* _EXERCISE INSTRUCTIONS_: Search the records for lines that contain the word "buttons". Copy them all.

[Start of Attachment]

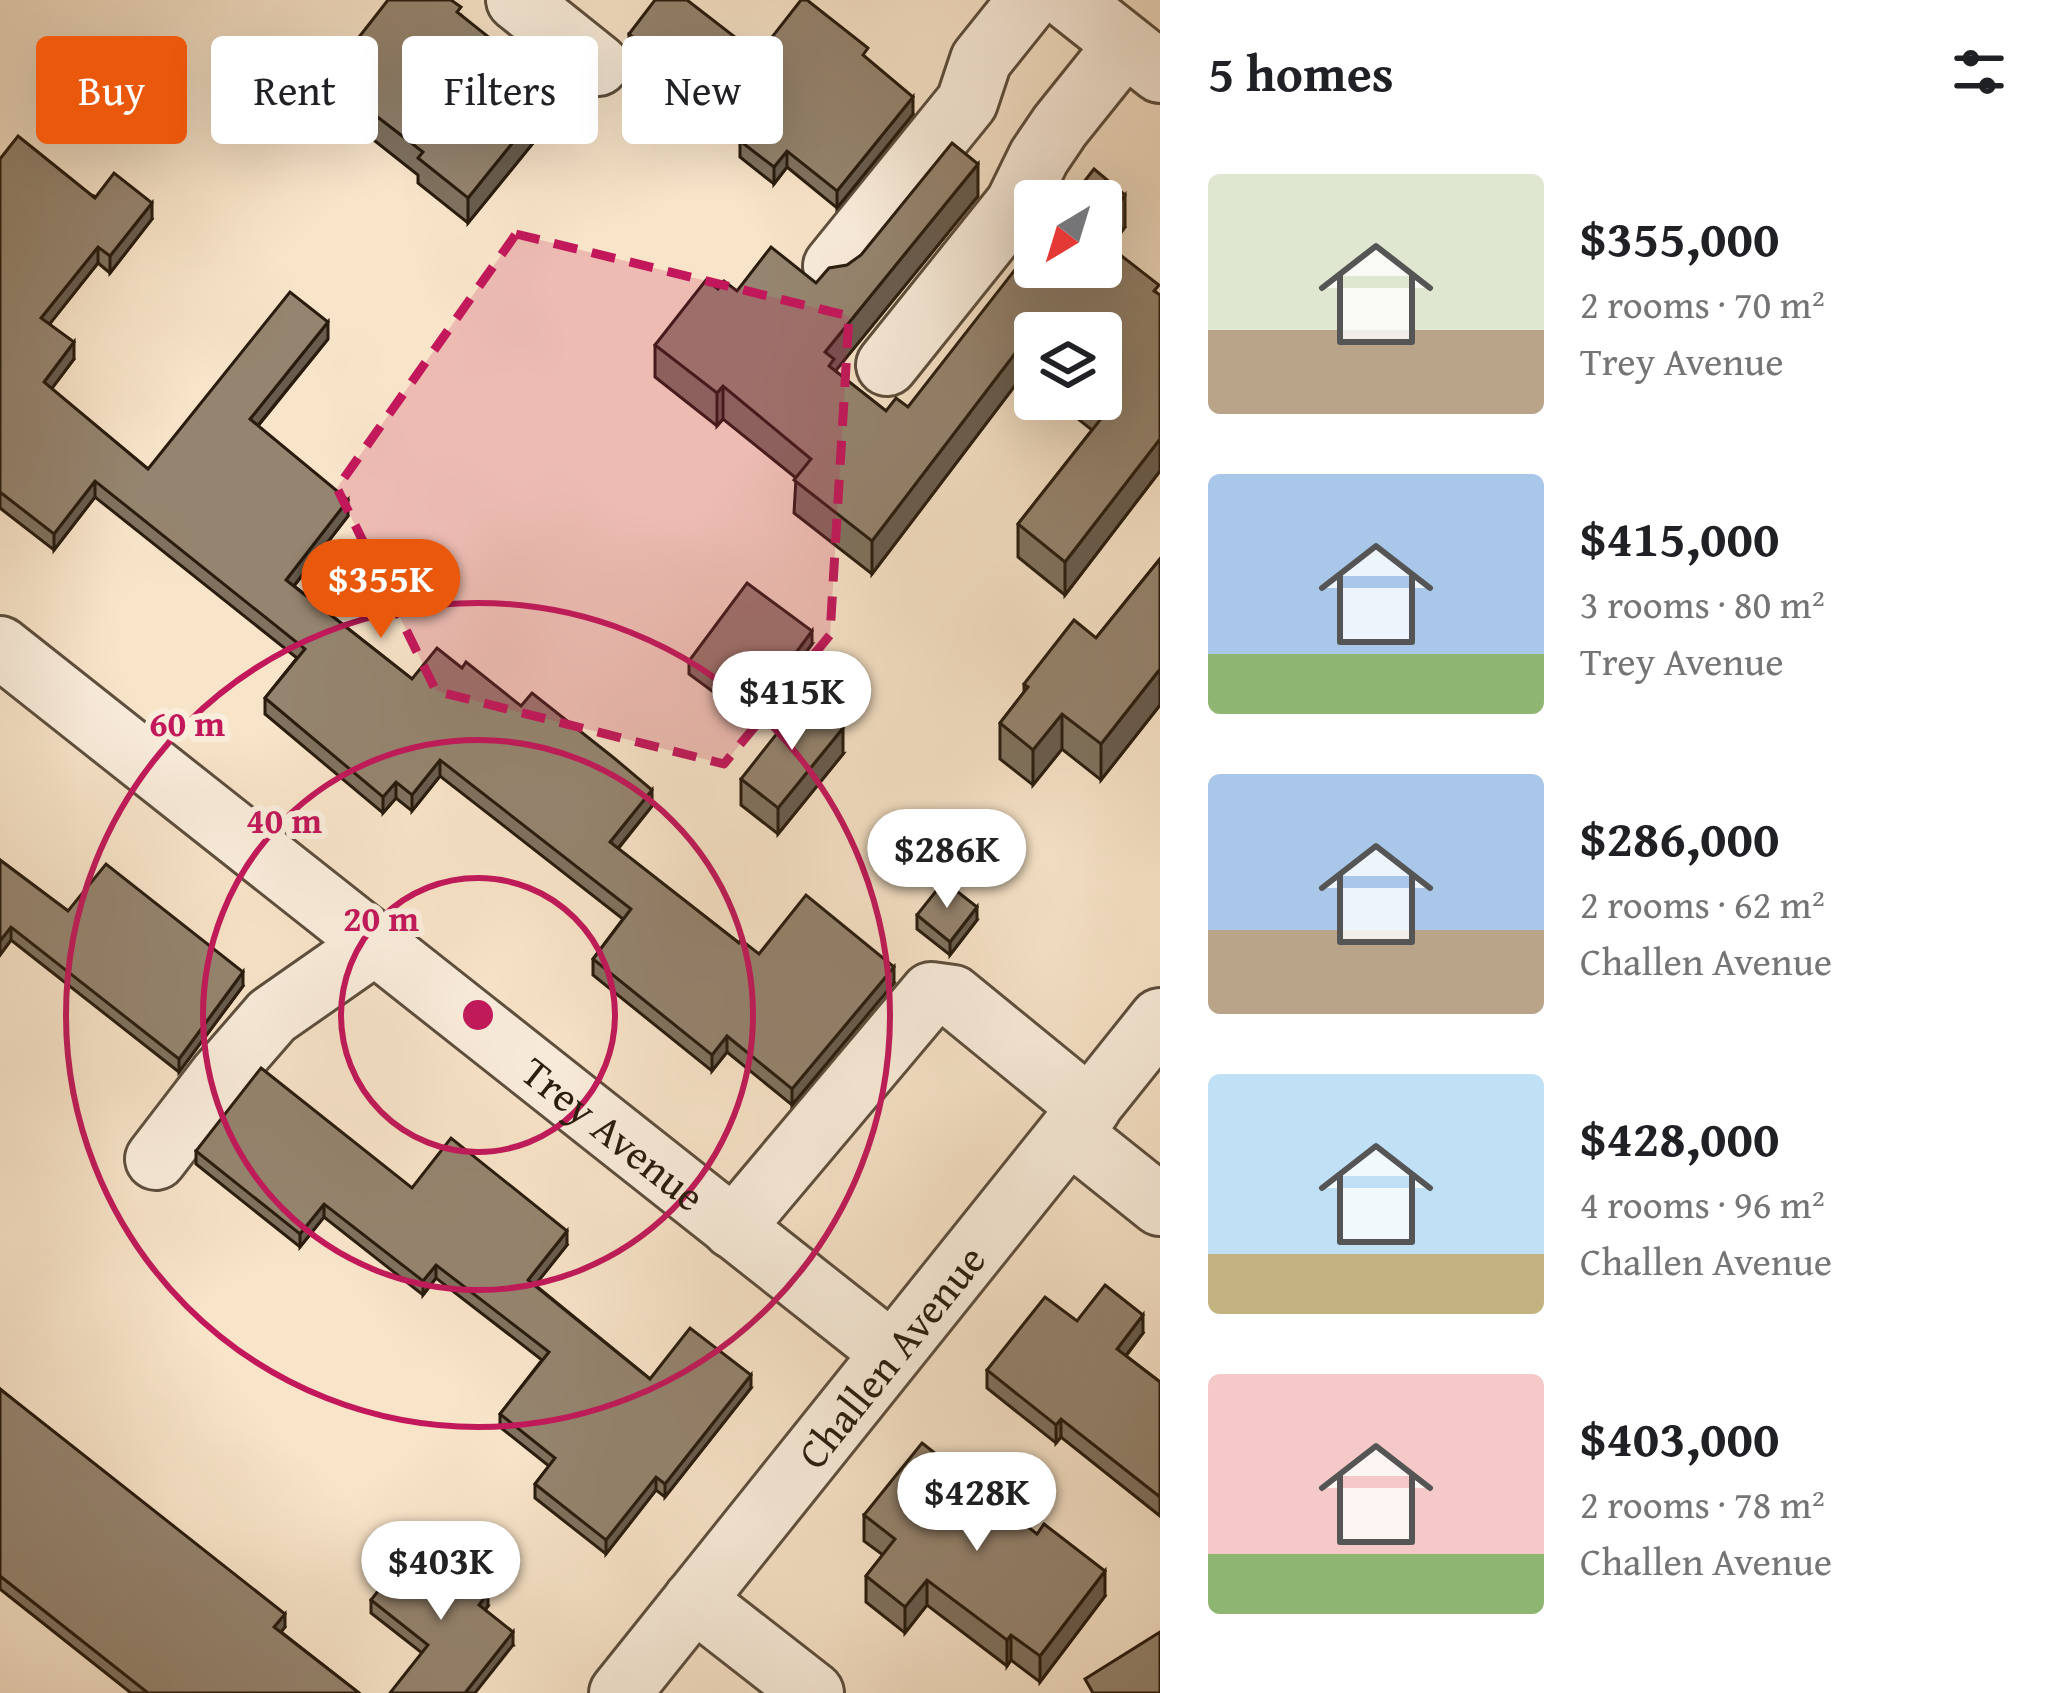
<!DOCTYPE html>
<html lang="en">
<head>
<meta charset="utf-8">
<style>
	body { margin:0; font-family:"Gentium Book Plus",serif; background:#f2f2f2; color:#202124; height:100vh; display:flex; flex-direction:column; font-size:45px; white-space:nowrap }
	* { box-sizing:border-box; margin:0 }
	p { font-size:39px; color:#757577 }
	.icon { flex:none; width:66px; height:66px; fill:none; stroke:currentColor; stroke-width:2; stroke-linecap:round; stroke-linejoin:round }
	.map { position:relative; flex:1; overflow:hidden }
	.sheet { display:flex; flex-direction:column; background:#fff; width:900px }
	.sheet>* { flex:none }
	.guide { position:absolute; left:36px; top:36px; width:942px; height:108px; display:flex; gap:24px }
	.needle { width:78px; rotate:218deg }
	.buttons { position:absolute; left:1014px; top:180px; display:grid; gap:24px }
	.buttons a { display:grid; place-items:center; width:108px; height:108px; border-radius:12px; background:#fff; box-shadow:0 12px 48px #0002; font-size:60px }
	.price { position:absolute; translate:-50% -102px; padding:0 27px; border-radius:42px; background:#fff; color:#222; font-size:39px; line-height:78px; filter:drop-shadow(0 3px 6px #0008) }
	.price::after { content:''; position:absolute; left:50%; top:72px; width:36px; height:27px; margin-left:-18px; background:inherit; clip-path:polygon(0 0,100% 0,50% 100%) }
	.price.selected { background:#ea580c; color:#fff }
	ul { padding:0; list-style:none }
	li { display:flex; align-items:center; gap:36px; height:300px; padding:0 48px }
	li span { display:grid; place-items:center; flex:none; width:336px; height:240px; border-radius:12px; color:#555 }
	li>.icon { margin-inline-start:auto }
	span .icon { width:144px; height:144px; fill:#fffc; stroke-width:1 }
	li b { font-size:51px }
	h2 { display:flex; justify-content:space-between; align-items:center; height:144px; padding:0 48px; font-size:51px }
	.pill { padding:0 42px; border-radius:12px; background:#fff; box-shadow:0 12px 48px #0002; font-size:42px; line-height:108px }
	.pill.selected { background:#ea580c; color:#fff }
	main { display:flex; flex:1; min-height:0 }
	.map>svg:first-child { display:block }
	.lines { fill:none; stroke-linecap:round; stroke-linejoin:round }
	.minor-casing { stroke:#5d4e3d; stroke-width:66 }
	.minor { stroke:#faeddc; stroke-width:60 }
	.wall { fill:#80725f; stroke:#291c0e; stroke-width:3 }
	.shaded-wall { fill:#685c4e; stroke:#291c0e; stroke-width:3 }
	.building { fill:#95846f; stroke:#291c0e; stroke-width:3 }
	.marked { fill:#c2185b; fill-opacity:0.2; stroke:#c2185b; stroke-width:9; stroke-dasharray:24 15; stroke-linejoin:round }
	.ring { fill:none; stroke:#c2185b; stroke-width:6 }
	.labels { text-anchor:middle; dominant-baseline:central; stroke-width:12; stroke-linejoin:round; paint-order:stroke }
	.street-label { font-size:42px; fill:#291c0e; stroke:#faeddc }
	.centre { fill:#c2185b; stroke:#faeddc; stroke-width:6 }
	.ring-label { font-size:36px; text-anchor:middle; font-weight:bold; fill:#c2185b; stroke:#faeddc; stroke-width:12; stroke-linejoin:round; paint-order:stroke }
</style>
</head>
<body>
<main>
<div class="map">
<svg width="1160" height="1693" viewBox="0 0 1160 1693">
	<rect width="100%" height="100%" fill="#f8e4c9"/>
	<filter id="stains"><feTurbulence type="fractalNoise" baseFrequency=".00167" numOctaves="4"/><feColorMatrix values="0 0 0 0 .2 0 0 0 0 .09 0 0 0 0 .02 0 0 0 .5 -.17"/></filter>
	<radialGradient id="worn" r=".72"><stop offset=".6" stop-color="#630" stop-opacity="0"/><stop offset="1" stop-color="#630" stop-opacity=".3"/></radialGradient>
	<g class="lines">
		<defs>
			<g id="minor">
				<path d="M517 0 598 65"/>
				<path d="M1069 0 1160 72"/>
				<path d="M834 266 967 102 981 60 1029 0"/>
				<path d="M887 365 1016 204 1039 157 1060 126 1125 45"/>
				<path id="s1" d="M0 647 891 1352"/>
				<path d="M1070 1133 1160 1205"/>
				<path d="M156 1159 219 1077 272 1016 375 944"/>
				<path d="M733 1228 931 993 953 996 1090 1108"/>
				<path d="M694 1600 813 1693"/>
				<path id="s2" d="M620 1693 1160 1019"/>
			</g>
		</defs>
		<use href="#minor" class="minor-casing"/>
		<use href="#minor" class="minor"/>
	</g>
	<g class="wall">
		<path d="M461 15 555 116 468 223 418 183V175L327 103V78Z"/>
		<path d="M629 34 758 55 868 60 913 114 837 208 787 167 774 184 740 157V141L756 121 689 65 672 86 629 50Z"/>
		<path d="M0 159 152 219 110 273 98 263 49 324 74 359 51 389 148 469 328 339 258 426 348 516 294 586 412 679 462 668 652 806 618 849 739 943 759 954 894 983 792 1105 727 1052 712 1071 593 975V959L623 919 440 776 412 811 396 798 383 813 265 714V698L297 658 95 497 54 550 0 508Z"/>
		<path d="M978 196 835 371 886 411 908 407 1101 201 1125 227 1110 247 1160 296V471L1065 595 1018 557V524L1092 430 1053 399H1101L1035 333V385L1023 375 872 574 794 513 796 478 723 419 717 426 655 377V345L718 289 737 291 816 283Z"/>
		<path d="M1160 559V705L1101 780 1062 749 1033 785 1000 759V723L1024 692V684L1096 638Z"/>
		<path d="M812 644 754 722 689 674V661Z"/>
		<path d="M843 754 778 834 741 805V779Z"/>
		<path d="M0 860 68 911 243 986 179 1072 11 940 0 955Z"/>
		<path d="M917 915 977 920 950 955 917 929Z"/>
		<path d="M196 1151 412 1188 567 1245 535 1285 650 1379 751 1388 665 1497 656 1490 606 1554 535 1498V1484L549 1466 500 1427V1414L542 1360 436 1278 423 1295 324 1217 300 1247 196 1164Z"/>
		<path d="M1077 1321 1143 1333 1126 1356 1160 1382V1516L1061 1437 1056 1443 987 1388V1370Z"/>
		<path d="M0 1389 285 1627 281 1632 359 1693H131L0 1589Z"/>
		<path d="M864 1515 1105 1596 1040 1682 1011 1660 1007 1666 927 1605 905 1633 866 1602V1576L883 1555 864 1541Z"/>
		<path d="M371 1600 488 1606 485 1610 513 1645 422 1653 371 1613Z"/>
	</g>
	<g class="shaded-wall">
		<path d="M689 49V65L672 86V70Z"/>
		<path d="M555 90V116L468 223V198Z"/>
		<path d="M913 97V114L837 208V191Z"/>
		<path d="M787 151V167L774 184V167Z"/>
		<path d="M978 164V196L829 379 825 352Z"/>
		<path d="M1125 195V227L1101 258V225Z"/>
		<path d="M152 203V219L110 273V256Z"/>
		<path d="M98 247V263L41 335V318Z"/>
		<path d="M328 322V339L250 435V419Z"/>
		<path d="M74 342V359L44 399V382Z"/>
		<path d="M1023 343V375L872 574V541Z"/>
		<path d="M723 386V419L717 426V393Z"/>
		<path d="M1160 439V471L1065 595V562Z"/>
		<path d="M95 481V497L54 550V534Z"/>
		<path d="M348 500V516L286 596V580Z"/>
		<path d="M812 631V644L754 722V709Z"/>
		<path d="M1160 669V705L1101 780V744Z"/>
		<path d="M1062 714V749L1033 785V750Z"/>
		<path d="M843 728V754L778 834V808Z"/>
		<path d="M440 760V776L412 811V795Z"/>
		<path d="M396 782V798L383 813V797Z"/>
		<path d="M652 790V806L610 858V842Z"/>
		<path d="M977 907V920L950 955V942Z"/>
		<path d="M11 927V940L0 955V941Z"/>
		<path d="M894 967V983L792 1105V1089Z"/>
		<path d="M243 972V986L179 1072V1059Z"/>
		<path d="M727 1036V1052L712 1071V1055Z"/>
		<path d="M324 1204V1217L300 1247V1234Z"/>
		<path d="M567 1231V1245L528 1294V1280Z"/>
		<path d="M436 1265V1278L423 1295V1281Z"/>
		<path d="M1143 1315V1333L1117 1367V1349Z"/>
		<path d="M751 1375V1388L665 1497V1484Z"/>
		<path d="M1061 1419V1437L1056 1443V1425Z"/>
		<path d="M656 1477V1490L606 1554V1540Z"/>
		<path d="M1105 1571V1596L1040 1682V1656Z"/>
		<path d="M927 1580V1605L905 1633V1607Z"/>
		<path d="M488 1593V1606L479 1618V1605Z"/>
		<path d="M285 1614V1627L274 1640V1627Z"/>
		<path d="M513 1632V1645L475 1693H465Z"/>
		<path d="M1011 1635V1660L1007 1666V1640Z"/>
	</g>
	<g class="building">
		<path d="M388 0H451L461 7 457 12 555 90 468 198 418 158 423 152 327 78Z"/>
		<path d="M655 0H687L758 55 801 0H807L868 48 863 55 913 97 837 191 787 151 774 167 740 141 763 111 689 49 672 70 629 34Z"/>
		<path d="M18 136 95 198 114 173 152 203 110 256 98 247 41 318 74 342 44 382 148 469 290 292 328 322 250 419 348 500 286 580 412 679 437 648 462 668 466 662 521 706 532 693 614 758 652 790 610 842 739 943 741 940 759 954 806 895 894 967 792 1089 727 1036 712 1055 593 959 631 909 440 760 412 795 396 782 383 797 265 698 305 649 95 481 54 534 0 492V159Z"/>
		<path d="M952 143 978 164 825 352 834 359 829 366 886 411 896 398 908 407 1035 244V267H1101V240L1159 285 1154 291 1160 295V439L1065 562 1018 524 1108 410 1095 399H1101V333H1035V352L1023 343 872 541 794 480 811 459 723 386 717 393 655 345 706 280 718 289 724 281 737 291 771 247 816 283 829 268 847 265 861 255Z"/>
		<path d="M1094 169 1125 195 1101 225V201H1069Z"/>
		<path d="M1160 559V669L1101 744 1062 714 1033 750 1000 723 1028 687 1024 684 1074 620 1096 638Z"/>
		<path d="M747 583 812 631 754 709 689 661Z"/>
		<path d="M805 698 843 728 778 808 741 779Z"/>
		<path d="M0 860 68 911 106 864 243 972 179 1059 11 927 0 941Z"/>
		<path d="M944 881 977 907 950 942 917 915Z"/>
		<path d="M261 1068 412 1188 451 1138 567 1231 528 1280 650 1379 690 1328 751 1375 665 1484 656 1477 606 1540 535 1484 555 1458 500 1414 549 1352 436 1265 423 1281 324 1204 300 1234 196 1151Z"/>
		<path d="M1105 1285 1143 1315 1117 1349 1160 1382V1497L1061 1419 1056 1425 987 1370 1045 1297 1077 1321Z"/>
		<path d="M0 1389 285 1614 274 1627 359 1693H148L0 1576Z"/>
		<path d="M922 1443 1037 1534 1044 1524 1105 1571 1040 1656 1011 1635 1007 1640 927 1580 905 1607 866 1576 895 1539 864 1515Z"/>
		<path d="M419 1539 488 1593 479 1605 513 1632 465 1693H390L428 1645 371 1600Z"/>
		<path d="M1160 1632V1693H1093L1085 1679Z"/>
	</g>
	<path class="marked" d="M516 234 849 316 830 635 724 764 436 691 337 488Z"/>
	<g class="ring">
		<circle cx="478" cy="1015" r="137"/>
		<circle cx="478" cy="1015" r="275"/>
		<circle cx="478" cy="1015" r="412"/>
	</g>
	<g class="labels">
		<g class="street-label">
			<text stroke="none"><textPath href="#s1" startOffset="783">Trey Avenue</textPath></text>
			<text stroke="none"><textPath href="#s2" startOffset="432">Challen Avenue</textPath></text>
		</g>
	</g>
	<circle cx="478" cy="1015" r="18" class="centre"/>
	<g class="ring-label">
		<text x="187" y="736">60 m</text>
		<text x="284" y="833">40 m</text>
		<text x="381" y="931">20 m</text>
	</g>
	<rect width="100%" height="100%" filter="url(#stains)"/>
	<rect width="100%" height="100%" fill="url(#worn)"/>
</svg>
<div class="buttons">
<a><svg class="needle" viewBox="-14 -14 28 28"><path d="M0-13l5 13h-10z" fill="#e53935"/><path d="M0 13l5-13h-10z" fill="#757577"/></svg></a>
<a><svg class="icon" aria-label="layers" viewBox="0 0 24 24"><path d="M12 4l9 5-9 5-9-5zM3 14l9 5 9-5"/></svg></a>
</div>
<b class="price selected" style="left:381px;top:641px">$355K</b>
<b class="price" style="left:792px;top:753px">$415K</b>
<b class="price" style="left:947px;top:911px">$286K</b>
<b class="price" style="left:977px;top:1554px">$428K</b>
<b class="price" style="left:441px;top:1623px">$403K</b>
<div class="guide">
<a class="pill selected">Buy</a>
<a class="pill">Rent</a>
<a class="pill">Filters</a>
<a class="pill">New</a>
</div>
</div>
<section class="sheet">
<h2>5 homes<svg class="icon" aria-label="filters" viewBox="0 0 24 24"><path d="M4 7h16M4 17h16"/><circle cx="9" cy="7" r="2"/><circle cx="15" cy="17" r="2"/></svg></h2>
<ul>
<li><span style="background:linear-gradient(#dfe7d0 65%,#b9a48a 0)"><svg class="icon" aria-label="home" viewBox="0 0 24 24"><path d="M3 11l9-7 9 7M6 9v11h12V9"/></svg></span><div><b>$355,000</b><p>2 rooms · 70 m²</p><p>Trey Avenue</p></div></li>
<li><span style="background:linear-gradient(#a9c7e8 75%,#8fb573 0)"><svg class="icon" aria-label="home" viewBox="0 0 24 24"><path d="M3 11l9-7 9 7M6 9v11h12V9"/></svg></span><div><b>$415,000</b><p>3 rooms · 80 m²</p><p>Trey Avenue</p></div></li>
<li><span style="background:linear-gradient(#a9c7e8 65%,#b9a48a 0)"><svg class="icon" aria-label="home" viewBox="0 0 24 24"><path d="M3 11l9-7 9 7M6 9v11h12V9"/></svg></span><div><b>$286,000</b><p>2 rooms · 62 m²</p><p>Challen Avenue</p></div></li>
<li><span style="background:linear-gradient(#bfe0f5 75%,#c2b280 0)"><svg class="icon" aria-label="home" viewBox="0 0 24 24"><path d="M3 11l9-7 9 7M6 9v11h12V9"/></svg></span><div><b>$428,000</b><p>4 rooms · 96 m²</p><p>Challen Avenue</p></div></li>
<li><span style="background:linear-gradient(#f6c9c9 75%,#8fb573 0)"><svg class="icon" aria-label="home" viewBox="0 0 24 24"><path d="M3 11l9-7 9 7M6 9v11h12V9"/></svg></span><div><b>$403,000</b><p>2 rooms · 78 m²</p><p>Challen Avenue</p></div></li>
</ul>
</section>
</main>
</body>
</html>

[End of Attachment]

* _RESULT_:
	.buttons { position:absolute; left:1014px; top:180px; display:grid; gap:24px }
	.buttons a { display:grid; place-items:center; width:108px; height:108px; border-radius:12px; background:#fff; box-shadow:0 12px 48px #0002; font-size:60px }
<div class="buttons">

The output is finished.